There are skeptics, and then there are skeptics with economic models.
Paul Masson, a research fellow and adjunct professor at the University of Toronto's Rotman School of Management, is the latter.
Mr. Masson, along with co-author John Pattison, has just published a tidy little paper of 18 pages that shows Prime Minister Stephen Harper's call for his Group of 20 counterparts to follow a path of "enlightened self interest" stands a good chance of being smothered by non-enlightened self interest, the near impossibility of getting big clubs to agree on anything significant and the human tendency to become less concerned with the state of your neighbours once the storm passes.
A few years ago, a former colleague and I had a pact not to write much about the futility of the Group of Seven. Why? Because if our bosses came to the same conclusion, they would stop sending us to places like Osaka and St. Petersburg to cover the meetings. So it's with a measure of reluctance that I circulate Mr. Masson's conclusion that the G20 is unlikely to ever co-operate effectively enough to come up with effective financial regulation.
G20 skeptics are like Maple Leafs fans: they admonish the franchise ad nauseam, yet show up for every game. Mr. Masson is a different sort of critic, and therefore deserves to be taken seriously. His latest opinion was formed on some economic models he adapted to consider the prospects for overhauling financial regulation. Beyond that, his research is influenced by his years as an adviser to both the Bank of Canada and the International Monetary Fund.

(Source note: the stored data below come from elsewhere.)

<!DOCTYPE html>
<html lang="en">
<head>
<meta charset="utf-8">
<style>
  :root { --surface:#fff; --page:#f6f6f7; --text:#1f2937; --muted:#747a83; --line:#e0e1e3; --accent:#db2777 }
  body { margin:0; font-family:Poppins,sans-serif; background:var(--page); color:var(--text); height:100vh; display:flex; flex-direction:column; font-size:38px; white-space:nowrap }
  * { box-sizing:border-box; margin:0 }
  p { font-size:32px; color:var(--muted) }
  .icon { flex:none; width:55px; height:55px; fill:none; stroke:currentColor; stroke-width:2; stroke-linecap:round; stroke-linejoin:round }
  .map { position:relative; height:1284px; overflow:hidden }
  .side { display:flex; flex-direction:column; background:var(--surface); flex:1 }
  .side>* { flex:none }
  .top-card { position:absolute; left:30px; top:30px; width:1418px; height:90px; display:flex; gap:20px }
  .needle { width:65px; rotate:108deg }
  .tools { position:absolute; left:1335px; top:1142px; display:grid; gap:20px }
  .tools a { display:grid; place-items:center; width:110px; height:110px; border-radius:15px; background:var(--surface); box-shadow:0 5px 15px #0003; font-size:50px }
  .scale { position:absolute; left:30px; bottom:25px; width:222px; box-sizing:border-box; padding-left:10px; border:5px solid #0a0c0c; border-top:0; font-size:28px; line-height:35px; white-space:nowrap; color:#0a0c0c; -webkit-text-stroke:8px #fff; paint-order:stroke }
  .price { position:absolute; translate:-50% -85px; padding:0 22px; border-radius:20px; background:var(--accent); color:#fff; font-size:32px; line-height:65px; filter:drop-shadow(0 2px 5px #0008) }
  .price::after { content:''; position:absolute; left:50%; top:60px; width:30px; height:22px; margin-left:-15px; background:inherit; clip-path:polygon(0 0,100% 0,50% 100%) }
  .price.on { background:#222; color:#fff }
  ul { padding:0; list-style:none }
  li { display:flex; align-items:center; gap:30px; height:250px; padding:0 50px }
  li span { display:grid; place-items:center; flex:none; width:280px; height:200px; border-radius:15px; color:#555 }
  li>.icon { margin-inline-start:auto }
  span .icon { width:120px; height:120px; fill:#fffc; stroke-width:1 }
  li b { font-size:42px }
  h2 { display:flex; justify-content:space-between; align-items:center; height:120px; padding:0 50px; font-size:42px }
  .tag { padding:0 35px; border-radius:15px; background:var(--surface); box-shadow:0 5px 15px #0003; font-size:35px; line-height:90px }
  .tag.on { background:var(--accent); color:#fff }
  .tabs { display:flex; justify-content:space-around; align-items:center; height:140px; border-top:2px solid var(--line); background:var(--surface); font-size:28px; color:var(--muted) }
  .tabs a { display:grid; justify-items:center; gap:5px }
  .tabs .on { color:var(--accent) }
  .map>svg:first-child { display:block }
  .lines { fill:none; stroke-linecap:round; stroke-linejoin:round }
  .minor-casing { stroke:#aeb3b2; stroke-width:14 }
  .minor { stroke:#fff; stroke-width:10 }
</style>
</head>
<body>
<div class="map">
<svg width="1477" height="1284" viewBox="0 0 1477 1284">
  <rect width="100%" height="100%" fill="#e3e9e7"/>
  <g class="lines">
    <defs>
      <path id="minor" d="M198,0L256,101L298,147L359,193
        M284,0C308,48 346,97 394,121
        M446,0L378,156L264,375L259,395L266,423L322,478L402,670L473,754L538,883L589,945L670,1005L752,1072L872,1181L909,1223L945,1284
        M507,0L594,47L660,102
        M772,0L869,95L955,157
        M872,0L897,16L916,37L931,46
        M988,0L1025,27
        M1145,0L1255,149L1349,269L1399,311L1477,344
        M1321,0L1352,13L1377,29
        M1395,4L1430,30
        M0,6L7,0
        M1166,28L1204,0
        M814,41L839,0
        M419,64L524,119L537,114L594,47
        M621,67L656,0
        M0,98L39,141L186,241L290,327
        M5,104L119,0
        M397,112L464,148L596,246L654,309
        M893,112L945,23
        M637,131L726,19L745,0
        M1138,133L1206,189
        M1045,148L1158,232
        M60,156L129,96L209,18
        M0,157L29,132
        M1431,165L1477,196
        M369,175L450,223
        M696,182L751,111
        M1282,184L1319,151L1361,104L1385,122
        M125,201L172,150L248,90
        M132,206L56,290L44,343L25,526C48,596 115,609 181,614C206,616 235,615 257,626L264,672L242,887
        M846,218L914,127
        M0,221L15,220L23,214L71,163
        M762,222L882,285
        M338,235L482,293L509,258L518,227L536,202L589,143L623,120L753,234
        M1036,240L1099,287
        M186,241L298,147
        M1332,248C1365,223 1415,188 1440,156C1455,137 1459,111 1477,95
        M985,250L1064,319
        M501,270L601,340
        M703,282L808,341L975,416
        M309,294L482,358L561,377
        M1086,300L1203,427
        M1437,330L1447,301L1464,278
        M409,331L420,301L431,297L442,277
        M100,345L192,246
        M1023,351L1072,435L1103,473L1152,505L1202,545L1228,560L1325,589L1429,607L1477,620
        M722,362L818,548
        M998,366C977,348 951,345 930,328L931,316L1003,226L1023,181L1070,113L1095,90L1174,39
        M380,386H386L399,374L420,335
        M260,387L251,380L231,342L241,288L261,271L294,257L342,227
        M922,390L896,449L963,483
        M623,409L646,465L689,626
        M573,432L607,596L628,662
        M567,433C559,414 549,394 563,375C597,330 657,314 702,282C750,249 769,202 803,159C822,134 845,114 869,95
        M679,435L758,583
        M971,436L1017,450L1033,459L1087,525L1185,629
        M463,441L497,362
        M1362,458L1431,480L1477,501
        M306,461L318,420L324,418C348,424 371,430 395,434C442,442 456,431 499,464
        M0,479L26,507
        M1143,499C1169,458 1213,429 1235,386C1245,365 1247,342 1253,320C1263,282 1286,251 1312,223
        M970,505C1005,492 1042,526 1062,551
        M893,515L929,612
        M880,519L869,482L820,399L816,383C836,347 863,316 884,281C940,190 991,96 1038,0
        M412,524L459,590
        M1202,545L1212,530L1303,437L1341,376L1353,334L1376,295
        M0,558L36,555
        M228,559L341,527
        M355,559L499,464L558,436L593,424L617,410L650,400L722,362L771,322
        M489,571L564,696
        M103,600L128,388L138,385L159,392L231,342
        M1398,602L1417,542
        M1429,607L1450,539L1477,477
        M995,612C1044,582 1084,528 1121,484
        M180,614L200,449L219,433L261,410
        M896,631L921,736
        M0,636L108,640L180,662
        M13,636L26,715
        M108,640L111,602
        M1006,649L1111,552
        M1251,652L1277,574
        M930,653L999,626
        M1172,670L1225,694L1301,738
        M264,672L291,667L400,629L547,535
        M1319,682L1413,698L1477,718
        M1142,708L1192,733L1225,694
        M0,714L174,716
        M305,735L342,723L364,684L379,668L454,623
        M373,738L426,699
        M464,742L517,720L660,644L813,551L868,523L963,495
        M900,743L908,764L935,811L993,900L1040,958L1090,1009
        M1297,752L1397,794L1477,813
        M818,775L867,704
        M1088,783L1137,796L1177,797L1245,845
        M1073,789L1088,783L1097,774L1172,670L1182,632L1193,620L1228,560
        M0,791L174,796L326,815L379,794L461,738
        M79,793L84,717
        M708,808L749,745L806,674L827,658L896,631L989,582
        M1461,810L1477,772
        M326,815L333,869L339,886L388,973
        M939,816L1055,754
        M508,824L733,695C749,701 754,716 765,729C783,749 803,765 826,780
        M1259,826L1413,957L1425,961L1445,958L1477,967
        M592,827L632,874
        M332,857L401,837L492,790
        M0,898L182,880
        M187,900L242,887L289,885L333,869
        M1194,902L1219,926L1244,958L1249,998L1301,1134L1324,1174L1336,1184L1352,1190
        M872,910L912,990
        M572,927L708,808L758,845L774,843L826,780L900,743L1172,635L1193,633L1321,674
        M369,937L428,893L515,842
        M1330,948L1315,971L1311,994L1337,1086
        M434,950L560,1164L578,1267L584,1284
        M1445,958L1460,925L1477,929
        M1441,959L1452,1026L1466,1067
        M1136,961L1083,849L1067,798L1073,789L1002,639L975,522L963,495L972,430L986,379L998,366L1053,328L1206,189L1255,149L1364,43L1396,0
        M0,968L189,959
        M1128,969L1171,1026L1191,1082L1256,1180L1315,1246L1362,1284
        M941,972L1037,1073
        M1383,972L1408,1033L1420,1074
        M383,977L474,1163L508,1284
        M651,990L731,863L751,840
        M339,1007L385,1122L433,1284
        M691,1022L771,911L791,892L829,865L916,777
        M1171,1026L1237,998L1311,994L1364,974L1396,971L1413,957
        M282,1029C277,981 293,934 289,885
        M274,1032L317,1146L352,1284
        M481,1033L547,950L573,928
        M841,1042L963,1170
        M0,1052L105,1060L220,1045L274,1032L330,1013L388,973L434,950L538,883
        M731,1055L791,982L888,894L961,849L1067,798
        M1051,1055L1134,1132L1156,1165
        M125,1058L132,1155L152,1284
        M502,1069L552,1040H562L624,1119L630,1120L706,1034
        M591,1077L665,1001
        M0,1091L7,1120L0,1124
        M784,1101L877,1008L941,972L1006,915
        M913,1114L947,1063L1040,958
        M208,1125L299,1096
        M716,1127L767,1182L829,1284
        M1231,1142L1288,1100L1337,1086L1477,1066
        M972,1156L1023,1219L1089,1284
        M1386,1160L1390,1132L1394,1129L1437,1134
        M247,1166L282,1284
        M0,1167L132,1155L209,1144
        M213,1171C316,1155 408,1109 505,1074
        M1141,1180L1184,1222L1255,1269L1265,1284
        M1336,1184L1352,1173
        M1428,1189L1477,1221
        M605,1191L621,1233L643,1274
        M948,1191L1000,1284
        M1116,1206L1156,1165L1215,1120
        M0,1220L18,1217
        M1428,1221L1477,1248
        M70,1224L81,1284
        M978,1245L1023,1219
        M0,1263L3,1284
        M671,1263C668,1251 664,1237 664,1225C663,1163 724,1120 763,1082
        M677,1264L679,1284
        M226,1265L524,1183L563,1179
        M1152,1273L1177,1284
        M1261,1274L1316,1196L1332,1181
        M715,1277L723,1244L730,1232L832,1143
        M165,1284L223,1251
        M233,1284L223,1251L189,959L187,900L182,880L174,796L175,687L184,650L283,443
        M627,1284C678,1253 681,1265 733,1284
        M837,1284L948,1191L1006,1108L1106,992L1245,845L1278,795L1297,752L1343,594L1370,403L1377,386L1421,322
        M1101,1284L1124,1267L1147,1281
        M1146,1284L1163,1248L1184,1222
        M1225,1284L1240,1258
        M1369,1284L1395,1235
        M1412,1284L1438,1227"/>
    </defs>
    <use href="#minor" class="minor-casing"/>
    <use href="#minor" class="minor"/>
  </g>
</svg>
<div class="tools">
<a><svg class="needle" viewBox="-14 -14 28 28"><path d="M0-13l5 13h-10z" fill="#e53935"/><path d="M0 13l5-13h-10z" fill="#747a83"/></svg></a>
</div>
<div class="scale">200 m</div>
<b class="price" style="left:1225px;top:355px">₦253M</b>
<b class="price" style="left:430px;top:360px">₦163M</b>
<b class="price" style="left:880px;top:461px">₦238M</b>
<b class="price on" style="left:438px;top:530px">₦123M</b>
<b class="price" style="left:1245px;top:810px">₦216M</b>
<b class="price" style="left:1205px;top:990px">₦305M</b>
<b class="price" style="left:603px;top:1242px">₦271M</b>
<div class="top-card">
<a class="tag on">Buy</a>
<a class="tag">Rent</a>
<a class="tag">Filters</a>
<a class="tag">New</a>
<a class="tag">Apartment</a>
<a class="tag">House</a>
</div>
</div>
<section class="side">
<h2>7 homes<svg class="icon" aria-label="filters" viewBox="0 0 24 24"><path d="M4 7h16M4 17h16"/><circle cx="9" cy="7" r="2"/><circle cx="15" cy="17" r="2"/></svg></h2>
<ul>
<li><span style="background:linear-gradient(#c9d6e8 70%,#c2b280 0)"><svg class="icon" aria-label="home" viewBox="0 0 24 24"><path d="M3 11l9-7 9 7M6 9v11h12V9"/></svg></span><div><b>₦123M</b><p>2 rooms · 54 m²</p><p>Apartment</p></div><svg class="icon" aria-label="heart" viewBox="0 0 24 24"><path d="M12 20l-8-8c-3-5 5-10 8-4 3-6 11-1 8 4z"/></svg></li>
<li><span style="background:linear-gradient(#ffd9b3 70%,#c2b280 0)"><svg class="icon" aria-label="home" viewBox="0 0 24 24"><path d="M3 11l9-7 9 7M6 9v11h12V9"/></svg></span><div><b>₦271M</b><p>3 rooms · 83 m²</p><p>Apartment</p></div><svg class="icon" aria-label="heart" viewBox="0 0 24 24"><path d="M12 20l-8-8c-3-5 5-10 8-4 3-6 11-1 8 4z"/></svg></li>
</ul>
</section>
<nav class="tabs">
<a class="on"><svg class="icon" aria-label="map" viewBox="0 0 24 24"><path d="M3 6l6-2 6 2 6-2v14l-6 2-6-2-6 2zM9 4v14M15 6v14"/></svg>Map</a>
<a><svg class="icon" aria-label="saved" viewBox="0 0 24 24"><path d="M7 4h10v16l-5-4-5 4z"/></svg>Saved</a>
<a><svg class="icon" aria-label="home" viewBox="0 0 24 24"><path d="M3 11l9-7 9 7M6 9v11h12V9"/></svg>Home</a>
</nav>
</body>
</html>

Mr. Masson's study backs up with analysis and theory what Finance Minister Jim Flaherty often describes in anecdotal terms: that it's difficult to get anything done in a big group.
The biggest achievement in modern international co-ordination in the modern era was the creation of the Bretton Woods institutions, something Mr. Masson and Mr. Pattison argue was made possible by the fact that the Second World War limited the number of countries who were able to join the negotiations.
Optimal results, according to Mr. Masson, are achieved by smaller collections of like-minded countries, which might explain why the Group of Seven finance ministers and central bank governors were the co-ordinating body for the international response to Europe's emerging debt crisis over the weekend. The more countries that are added to the group, the less likely an effective outcome becomes, reducing the benefit of joining the group.
Mr. Masson's study raises questions that go beyond financial regulation. His results speak to the makeup of the G20 itself.
Facing an international calamity, U.S. President George W. Bush was persuaded that a bigger assembly than the G7 or Group of Eight was needed to address the problem. But there was no time to waste on the delicate business of assembling such a group. The G20 was sitting there as a little used forum of finance ministers and central bank governors, so the Bush administration elevated it to the leaders' level.
Now, as a result of the Pittsburgh summit, the G20, as constituted, is the premier body for organizing global economic policy. That's fine, except there's a big difference between what countries such as China and Saudi Arabia bring to the table and what countries such as Argentina and Australia bring. The tradeoff for having a supremely representative group is the inclusion of "free riders" that will ultimately follow the path set by the more powerful nations, but bog down the debate and dilute the outcome in the process.
When Mr. Flaherty talks of the difficulty of getting his G20 colleagues on the phone, or the patience it takes to sit through Asian ministers' penchant for reading long statements, there remains hope that enlightened self-interest can overcome difficulties with translation and time zones.
For some reason, when one of Mr. Masson's mathematic equations produce the same conclusion, hope dims a little.